Sailing is a Lifelong Sport

There are not many sports that one can enter and continue to stay active in throughout their entire life.  Sailing, however, is one sport that can grow and evolve with us from a very young age and well into the retirement years. Whether you are on the racing team, the coaching team or the race committee team, sailing is a sport one can be involved in for a lifetime.

Many sailors begin by sailing from birth with family or by attending local sailing camps, where they learn to sail in small sailing dinghies and, eventually, learn to race. Racing can continue on in high school and then college sailing teams. Some may continue as cruising sailors while others train to sail at higher national and international levels such as the Olympics or America’s Cup. However, there are plenty of sailing clubs where sailors can compete in local and regional regattas, whether they are 12 or 80.

Dick Rose, US Sailing certified National Judge and US Sailing and World Sailing authority on the Racing Rules of Sailing, learned to sail as a child from his mother who had a love of sailing, then from a nearby sailing club where he also learned how to race. He said that as a young sailor he was not the best racer but “thought the challenge of racing was fascinating!” Dick grew up sailing dinghies on Long Island Sound and was a standout in several classes, including Penguins, Lightnings, Snipes, International 14s, and Lasers. He was a member of the sailing team at Princeton University and sailed frostbite races in the winters out of Larchmont Yacht Club where Arthur Knapp Jr, another Princeton alum and sailing legend, was one of his mentors. In addition to racing, he has stayed involved by supporting the sport in the other ways. He was president of the Middle Atlantic Intercollegiate Sailing Association while at Princeton, became one of the first US Sailing certified Judges, has held multiple positions on the board and various committees with US Sailing, is a thirty-year member of World Sailing’s Racing Rules of Sailing Committee, has served as the US Olympic Sailing Team rules advisor multiple times, and was inducted into the National Sailing Hall of Fame in 2021.

John Dieselman, a US Sailing certified National Judge and Judge Instructor, says he has “been involved in sailing since 1940 at eight years of age and am still spending all my summers either racing, cruising or judging at the age of 90. I have been a member of US Sailing for all the years it has been in existence.”
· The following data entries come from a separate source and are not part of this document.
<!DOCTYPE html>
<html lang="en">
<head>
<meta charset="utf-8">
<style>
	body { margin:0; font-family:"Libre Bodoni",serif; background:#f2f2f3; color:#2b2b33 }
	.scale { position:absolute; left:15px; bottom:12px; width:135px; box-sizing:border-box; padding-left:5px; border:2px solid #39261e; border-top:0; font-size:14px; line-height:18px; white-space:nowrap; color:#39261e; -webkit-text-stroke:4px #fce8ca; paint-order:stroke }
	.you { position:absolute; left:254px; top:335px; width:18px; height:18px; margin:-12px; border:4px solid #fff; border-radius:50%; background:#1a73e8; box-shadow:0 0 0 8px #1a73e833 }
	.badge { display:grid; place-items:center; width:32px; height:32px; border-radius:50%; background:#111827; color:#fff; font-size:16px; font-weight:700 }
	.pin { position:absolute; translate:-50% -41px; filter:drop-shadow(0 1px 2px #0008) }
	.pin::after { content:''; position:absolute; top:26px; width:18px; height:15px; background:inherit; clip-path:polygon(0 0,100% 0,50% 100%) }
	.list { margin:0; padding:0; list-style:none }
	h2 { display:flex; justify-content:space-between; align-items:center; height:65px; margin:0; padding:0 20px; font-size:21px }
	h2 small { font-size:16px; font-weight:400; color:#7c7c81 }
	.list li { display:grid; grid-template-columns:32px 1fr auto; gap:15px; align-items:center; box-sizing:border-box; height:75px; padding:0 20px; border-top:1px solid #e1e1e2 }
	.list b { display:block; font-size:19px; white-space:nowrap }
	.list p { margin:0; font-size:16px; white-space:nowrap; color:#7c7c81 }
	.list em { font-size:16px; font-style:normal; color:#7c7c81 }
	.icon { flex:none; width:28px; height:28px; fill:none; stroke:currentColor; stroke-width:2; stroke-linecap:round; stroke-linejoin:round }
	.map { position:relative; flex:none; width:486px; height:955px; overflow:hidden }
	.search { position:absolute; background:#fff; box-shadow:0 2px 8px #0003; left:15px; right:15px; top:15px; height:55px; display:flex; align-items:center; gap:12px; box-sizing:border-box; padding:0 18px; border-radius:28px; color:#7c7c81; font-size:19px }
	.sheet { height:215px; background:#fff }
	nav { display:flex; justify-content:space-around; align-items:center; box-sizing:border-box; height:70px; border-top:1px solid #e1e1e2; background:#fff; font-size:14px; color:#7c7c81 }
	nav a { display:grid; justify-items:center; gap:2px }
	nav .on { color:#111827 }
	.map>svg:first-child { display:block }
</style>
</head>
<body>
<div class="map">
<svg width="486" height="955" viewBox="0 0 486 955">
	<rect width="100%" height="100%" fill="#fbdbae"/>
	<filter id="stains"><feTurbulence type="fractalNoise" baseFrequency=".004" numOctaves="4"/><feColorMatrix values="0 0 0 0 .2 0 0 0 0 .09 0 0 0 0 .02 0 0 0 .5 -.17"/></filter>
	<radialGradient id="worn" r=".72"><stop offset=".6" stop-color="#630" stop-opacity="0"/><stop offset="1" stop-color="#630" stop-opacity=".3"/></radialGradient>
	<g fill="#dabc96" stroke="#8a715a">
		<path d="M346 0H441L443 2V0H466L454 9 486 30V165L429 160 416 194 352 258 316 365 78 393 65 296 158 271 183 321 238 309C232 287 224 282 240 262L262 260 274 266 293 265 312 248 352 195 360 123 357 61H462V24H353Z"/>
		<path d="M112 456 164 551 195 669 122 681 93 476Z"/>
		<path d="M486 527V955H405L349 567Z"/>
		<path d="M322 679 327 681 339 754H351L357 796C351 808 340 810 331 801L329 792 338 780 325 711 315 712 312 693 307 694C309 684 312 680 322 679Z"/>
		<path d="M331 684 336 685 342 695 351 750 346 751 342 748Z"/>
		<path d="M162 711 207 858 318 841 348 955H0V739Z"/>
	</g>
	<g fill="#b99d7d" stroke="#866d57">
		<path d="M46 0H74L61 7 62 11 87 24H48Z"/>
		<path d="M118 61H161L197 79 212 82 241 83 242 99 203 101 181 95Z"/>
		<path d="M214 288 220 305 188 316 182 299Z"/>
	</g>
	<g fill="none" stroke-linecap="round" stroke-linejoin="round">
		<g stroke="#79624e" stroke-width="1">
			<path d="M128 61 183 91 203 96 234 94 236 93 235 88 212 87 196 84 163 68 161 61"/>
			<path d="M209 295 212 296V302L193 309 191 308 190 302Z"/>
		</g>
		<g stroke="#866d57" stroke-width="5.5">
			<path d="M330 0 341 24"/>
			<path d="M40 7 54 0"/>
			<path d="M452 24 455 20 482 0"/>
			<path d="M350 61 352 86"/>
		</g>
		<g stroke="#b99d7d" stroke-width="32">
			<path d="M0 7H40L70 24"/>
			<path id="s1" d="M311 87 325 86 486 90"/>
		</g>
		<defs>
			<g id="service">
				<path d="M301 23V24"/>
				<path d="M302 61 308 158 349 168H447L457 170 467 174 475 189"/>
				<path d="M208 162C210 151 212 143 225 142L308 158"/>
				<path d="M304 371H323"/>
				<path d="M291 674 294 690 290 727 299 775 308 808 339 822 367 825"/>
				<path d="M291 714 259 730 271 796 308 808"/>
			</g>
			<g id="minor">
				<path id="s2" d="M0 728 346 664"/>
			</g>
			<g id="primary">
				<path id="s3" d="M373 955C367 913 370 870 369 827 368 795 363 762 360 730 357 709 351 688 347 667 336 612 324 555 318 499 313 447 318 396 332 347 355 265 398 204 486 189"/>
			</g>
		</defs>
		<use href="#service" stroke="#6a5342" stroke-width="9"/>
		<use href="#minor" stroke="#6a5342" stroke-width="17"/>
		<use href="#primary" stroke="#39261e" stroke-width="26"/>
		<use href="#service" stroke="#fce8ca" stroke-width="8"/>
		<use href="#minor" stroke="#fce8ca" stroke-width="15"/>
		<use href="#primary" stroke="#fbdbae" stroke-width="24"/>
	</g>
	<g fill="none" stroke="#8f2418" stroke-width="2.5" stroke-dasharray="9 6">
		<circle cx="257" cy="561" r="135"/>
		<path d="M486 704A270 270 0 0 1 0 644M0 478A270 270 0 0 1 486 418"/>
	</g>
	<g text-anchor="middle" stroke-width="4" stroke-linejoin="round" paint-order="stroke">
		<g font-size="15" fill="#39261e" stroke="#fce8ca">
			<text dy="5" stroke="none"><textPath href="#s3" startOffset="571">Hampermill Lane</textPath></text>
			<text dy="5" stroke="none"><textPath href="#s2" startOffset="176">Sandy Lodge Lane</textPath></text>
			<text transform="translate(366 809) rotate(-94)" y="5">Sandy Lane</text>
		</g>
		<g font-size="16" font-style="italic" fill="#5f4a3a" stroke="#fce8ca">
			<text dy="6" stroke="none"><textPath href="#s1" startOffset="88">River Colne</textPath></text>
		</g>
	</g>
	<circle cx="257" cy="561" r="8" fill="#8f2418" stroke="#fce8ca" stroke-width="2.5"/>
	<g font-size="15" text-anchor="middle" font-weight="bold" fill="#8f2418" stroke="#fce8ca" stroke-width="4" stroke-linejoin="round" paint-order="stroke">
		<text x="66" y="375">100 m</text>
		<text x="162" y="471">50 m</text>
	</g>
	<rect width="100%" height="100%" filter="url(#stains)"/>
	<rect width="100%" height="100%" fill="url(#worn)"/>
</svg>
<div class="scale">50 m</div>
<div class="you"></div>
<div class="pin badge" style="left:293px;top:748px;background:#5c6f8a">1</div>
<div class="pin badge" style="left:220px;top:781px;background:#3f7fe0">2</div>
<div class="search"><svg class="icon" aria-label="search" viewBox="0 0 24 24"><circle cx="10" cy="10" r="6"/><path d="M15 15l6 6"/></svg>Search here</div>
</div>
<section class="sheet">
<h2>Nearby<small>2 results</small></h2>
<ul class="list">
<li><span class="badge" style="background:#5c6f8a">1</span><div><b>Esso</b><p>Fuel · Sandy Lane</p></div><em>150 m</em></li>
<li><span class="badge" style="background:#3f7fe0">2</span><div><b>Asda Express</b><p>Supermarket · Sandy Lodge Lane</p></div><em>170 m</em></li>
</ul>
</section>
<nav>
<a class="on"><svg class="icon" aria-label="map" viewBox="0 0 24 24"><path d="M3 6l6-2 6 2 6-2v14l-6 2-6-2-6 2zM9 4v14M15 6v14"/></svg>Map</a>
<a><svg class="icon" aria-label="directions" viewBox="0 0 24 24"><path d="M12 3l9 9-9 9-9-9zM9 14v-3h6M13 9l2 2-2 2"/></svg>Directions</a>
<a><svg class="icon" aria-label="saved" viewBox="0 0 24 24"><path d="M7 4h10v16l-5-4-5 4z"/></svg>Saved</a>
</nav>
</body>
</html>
Peter Gerard, US Sailing certified National Judge and Regional Race Officer, has been active in various positions on the club and regional levels for years. “Almost 79 years ago I started out in the bow as nipper and then bow person,” he said. “Over the years, I moved further aft, due in part to my size, and hopefully my skill and experience. And this year I am moving back to the bow, only this one is not a race boat, but the signal boat. In 1989, after actively campaigning my J/24 in the Texas circuit, I saw this classic boat that stopped me in my tracks. The good news was that there was a small fleet of Shields at Rush Creek Yacht Club, my home club. I bought my Shields, the Llama, in 1990 and became class president three years later, the same year we hosted the Shields Nationals. We moved the Llama to Newport, RI when we bought a summer home there, and I became an active member of the Ida Lewis YC fleet. Now 33 years after I bought my first Shields, I am stepping onto the race committee signal boat as PRO for the 56 Shields Nationals.”

Sailing is certainly a lifelong experience. Even the world’s best sailors learn new things every day. The people they meet along the way form relationships that last for a lifetime. Here at US Sailing we are grateful for all the sailors who have chosen to give back in multiple ways to the sport that has given them so much.